*** Opening Dataset records ***

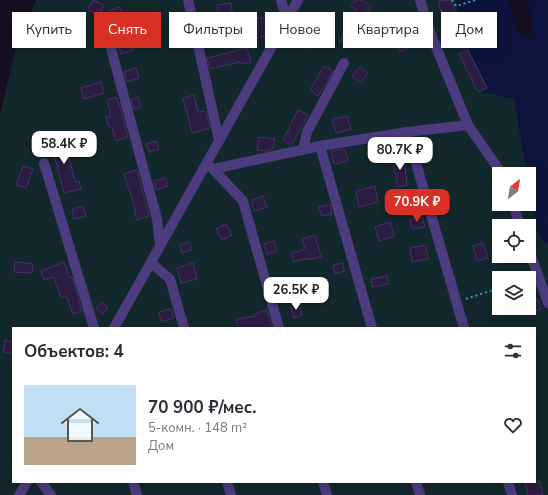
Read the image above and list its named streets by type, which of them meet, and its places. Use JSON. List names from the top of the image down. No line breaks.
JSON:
{"north":"top right","page":{"chip":["Купить","Снять","Фильтры","Новое","Квартира","Дом"],"price":["58.4K ₽","80.7K ₽","70.9K ₽","26.5K ₽"],"heading":"Объектов: 4","list":[{"name":"70 900 ₽/мес.","note":"5-комн. · 148 m² · Дом"}]}}
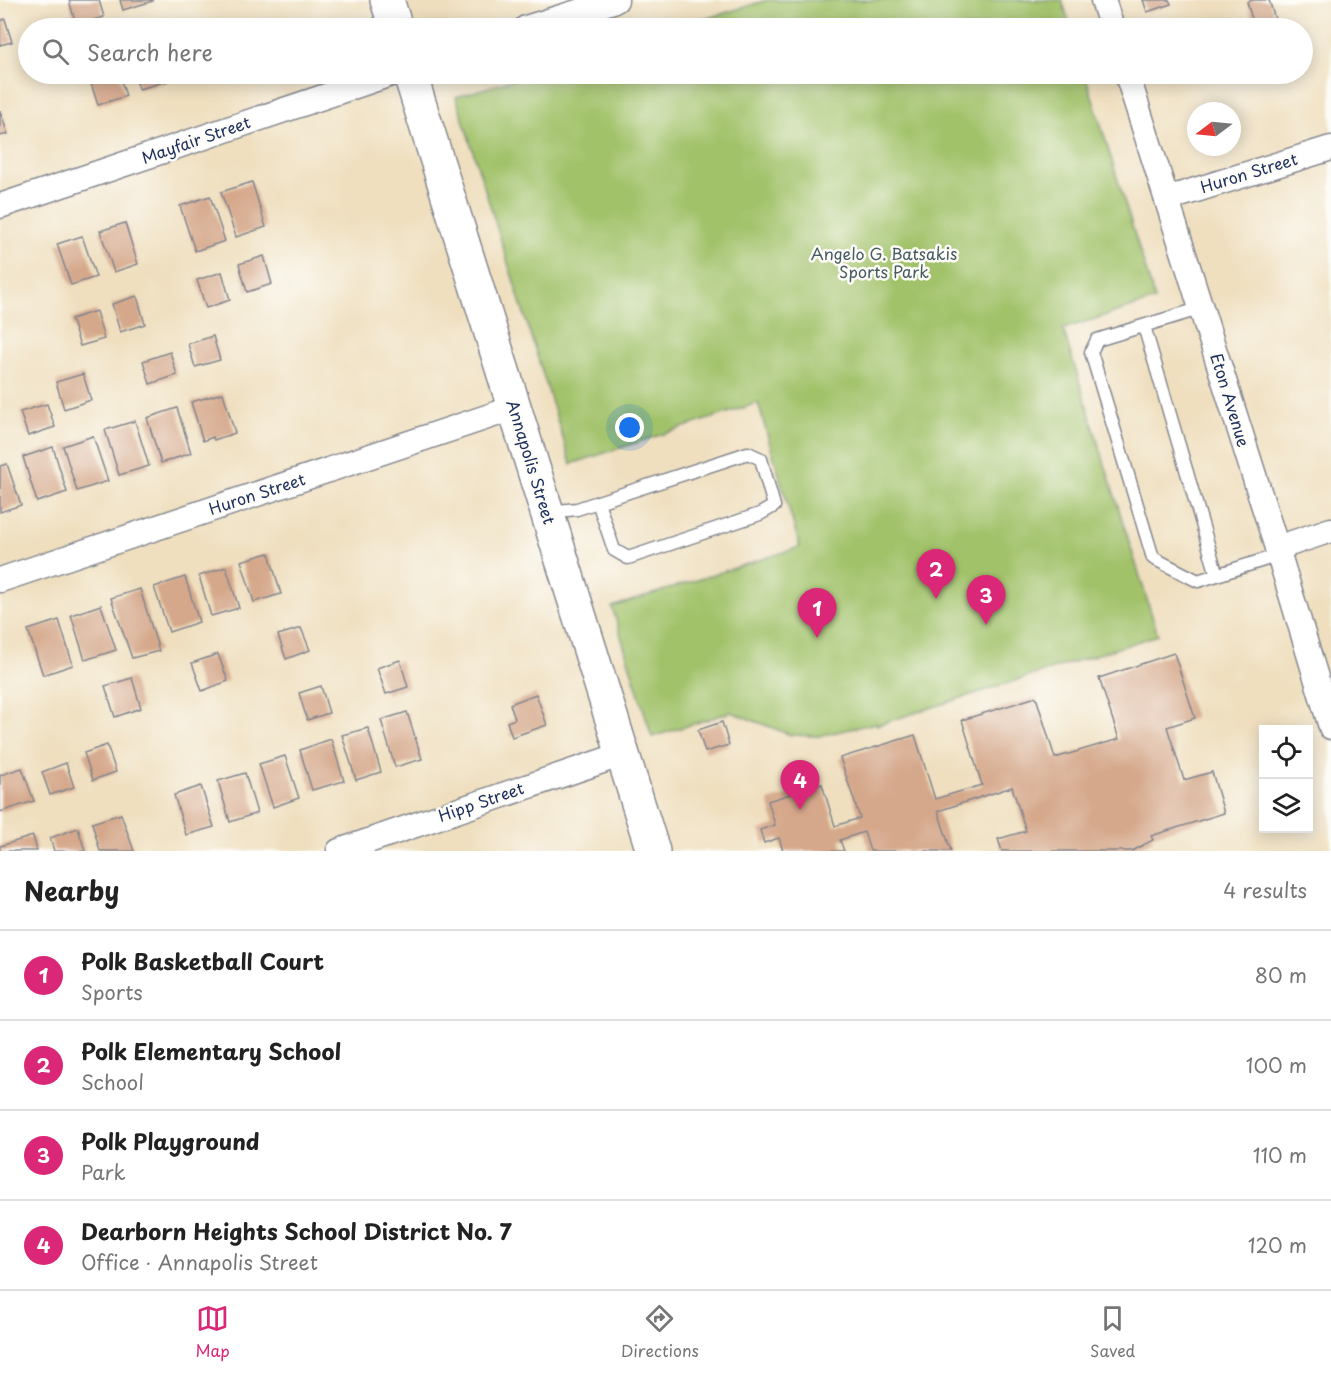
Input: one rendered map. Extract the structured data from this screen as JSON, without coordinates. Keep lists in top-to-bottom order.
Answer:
{
  "streets": {
    "street": [
      "Mayfair Street",
      "Huron Street",
      "Eton Avenue",
      "Annapolis Street",
      "Hipp Street"
    ]
  },
  "crossings": [
    ["Huron Street", "Eton Avenue"],
    ["Huron Street", "Annapolis Street"],
    ["Annapolis Street", "Hipp Street"]
  ],
  "parks": ["Angelo G. Batsakis Sports Park"],
  "north": "left",
  "page": {
    "search": "Search here",
    "pins": [
      "2",
      "3",
      "1",
      "4"
    ],
    "heading": ["Nearby", "4 results"],
    "list": [
      {
        "mark": "1",
        "name": "Polk Basketball Court",
        "note": "Sports",
        "value": "80 m"
      },
      {
        "mark": "2",
        "name": "Polk Elementary School",
        "note": "School",
        "value": "100 m"
      },
      {
        "mark": "3",
        "name": "Polk Playground",
        "note": "Park",
        "value": "110 m"
      },
      {
        "mark": "4",
        "name": "Dearborn Heights School District No. 7",
        "note": "Office · Annapolis Street",
        "value": "120 m"
      }
    ],
    "nav": ["Map", "Directions", "Saved"]
  }
}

*** Closing Dataset records ***

> _Work order_: Verbatim copy, images excluded: transcribe all the entries above.

> _Output below_:
Read the image above and list its named streets by type, which of them meet, and its places. Use JSON. List names from the top of the image down. No line breaks.
JSON:
{"north":"top right","page":{"chip":["Купить","Снять","Фильтры","Новое","Квартира","Дом"],"price":["58.4K ₽","80.7K ₽","70.9K ₽","26.5K ₽"],"heading":"Объектов: 4","list":[{"name":"70 900 ₽/мес.","note":"5-комн. · 148 m² · Дом"}]}}
Input: one rendered map. Extract the structured data from this screen as JSON, without coordinates. Keep lists in top-to-bottom order.
Answer:
{
  "streets": {
    "street": [
      "Mayfair Street",
      "Huron Street",
      "Eton Avenue",
      "Annapolis Street",
      "Hipp Street"
    ]
  },
  "crossings": [
    ["Huron Street", "Eton Avenue"],
    ["Huron Street", "Annapolis Street"],
    ["Annapolis Street", "Hipp Street"]
  ],
  "parks": ["Angelo G. Batsakis Sports Park"],
  "north": "left",
  "page": {
    "search": "Search here",
    "pins": [
      "2",
      "3",
      "1",
      "4"
    ],
    "heading": ["Nearby", "4 results"],
    "list": [
      {
        "mark": "1",
        "name": "Polk Basketball Court",
        "note": "Sports",
        "value": "80 m"
      },
      {
        "mark": "2",
        "name": "Polk Elementary School",
        "note": "School",
        "value": "100 m"
      },
      {
        "mark": "3",
        "name": "Polk Playground",
        "note": "Park",
        "value": "110 m"
      },
      {
        "mark": "4",
        "name": "Dearborn Heights School District No. 7",
        "note": "Office · Annapolis Street",
        "value": "120 m"
      }
    ],
    "nav": ["Map", "Directions", "Saved"]
  }
}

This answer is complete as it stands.